• [Instructions to follow]:
From the listing below, extract each line containing the string "linecap".

• [Records for processing]:

· · · · ·

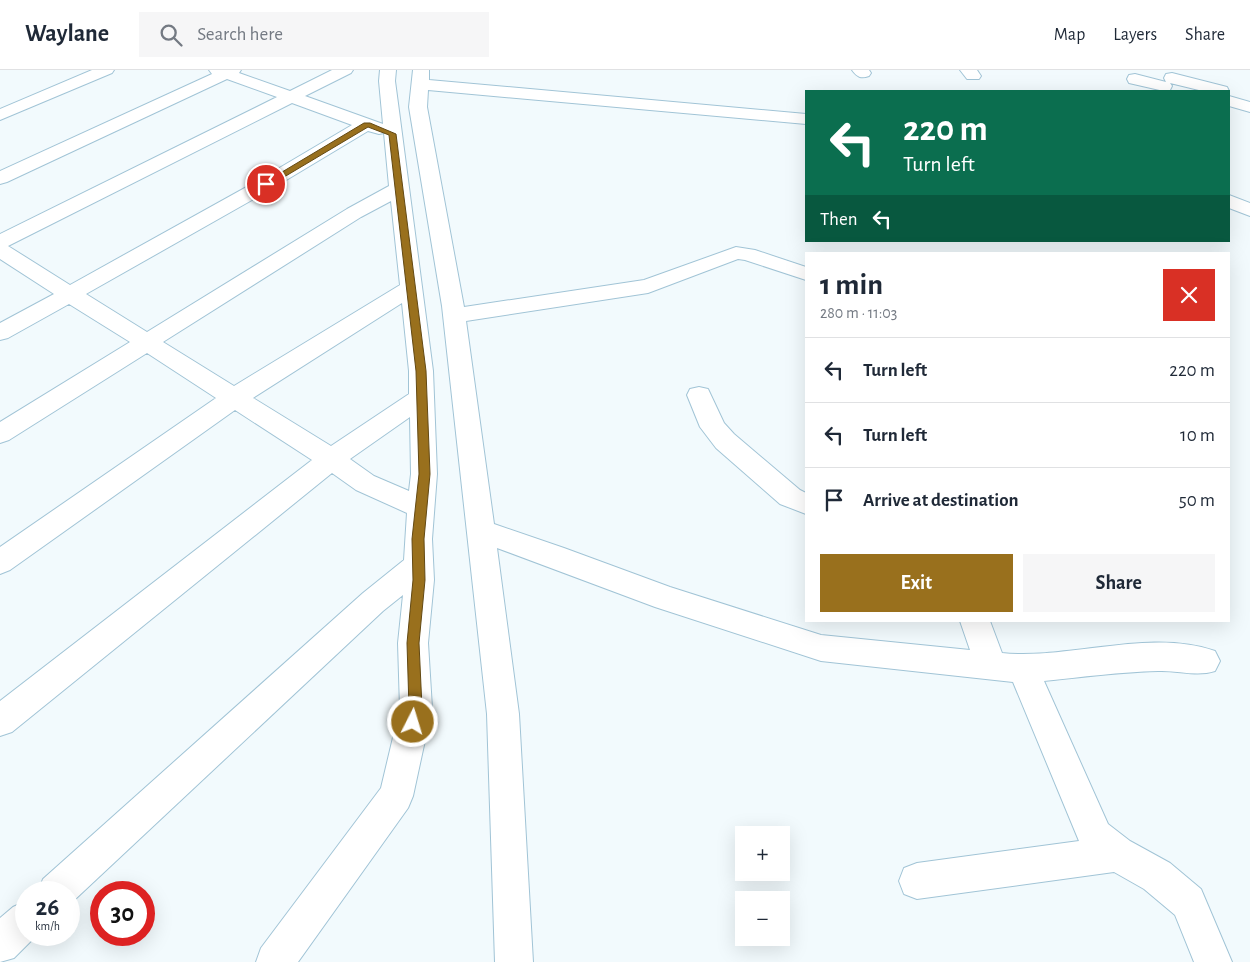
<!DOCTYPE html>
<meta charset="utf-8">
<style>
:root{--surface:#fff;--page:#f6f6f7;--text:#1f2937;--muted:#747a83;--line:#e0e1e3;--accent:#99701d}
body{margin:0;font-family:"Alegreya Sans",sans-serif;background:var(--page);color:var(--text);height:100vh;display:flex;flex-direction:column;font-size:19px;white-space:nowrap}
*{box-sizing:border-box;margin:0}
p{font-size:16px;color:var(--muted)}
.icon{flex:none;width:28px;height:28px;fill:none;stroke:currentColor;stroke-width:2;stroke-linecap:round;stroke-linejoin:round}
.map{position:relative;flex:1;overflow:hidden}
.side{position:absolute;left:805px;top:182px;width:425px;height:370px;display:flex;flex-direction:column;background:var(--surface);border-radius:0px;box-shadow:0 5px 20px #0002}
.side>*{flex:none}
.guide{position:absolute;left:805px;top:20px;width:425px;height:152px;border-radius:0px;box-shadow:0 5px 20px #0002;background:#0b6e4f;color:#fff;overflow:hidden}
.fabs{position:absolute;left:735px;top:756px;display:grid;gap:10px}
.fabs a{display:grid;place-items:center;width:55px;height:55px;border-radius:0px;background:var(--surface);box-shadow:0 5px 20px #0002;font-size:25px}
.speed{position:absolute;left:15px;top:811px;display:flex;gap:10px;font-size:25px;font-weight:700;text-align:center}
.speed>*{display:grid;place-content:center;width:65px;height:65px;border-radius:50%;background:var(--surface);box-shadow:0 5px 20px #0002;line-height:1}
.speed small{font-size:12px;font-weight:400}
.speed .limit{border:8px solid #d22;background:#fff;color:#111}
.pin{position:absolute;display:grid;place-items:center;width:42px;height:42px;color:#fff;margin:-21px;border:2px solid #fff;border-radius:50%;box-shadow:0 1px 5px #0007}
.me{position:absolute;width:55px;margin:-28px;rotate:5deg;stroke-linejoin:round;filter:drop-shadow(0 0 4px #0008)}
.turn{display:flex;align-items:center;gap:18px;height:105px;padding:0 15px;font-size:22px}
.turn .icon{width:65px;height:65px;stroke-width:2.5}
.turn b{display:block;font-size:35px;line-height:42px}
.then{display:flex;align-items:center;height:48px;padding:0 15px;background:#0003;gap:10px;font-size:19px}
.round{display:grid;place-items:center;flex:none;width:52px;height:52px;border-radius:0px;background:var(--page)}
.head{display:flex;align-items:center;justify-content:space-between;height:85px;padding:0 15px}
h1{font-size:30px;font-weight:600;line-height:38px}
.cta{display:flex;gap:10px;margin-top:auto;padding:10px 15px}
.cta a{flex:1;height:58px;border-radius:0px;background:var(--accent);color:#fff;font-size:20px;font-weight:600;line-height:58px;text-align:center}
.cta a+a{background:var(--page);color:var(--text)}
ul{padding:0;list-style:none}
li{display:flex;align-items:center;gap:15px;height:65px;padding:0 15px;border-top:1px solid var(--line)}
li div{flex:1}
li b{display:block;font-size:19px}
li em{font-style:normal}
header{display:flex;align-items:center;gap:30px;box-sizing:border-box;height:70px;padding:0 25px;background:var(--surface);border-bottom:1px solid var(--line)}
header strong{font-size:24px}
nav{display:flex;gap:28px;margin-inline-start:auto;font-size:18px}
.search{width:350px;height:45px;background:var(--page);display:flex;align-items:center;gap:12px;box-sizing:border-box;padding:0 18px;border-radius:0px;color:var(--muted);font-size:19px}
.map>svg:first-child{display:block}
</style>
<header>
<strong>Waylane</strong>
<div class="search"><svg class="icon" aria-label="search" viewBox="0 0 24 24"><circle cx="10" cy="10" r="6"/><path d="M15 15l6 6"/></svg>Search here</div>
<nav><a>Map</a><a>Layers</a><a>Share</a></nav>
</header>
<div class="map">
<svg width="1250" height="892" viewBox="0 0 1250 892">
<rect width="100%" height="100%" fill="#f2fafd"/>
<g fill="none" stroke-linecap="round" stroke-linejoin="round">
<g stroke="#a1c4d6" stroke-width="2">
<g id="minor">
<path d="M92,0H114L112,3L0,50V39Z"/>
<path d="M209,0H241L239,3L290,21L332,0H353L351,3L305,26L383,54L379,11L380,0H396L395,11L399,41L433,301L437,404L432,469L434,510L428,573L432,638L413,726L408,738L298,892H256L261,878L381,718L400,638L398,573L403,525L383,541L69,835V822H38L43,809L363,523L404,490L407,443L356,420L332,403L12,662L0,666V631L312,390L235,340L10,500L0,504V477L216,328L147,283L9,370L0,373V352L130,272L69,234L8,268L0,270V253L54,224L0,189V164L277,27L227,9L7,112L0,114V101L212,4ZM292,33L352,55L259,110L70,215L8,176ZM368,61L379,64L384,63L389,116L347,139L147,262L86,224L273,118ZM391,131L400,215L234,316L163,272L361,147ZM402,233L409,301V324L331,376L253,328ZM410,347L411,404L409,421L374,406L350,389Z"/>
<path d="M413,0H429V10L806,44V54L428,20L427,37L464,237L644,210L736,177L755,180L806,197V210L745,190L738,189L648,223L466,251L494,454L564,478L670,517L821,565L970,580L960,551H990L1002,583C1069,590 1150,558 1215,581L1220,591L1215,601C1196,607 1178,600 1158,601C1120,602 1082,607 1044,611L1108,754L1130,771L1170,793L1201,819L1232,892H1194L1175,845L1144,819L1114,802L917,829L904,824L899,811L904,798L917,793L1079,771L1013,612L821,591L655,537L497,478L519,644L533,892H495L487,644L442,236L409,37Z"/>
<path d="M852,0H869L871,3L869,6C861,9 857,7 852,0Z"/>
<path d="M960,0H977L981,6L979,9H967Z"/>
<path d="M1172,3L1227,17L1229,21H1203L1170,13L1172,16L1170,20L1164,21L1129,13L1127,9L1129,5L1135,4L1166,12L1164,8L1166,4Z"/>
<path d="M1229,26L1250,32V42L1229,36Z"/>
<path d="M1229,125L1250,133V146L1229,138Z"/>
<path d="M699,317L708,319L724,353L734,364L800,420L806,423V444L780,434L716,378L700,357L687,325L690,319Z"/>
<path d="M26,831V865H37L14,888L0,892V848L13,837Z"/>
</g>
</g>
<use href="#minor" fill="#fff" fill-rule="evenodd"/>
</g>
<path fill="#99701d" stroke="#634913" d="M364,53H370L396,64L426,301L430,404L424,469L425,510L419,573L422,638L418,656L413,658L408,656L406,652L409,638L407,573L413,510L412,469L419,404L416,301L389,65L368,57L269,116L262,114Z"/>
</svg>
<div class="fabs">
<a>+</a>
<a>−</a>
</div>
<div class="speed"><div>26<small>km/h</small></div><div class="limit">30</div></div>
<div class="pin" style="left:266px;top:114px;background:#d93025"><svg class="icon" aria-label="arrive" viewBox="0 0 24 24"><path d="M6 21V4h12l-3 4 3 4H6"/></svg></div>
<svg class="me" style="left:413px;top:652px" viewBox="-20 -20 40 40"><circle r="17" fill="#99701d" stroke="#fff" stroke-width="3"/><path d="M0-11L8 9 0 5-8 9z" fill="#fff"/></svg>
<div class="guide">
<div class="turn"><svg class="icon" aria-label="left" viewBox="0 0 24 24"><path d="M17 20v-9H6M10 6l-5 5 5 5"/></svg><div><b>220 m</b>Turn left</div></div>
<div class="then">Then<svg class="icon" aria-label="left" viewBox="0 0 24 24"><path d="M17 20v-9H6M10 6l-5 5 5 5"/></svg></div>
</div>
<section class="side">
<div class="head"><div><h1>1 min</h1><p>280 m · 11:03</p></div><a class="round" style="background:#d93025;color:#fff"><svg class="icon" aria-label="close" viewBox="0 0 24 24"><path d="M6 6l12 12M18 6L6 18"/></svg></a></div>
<ul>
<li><svg class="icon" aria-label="left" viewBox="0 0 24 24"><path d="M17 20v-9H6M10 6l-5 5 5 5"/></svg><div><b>Turn left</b></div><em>220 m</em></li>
<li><svg class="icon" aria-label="left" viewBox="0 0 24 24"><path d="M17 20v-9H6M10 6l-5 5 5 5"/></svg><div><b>Turn left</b></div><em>10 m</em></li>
<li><svg class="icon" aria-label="arrive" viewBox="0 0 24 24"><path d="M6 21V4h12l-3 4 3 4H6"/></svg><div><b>Arrive at destination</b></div><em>50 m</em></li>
</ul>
<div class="cta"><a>Exit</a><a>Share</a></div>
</section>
</div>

· · · · ·

• [Your solution]:
.icon{flex:none;width:28px;height:28px;fill:none;stroke:currentColor;stroke-width:2;stroke-linecap:round;stroke-linejoin:round}
<g fill="none" stroke-linecap="round" stroke-linejoin="round">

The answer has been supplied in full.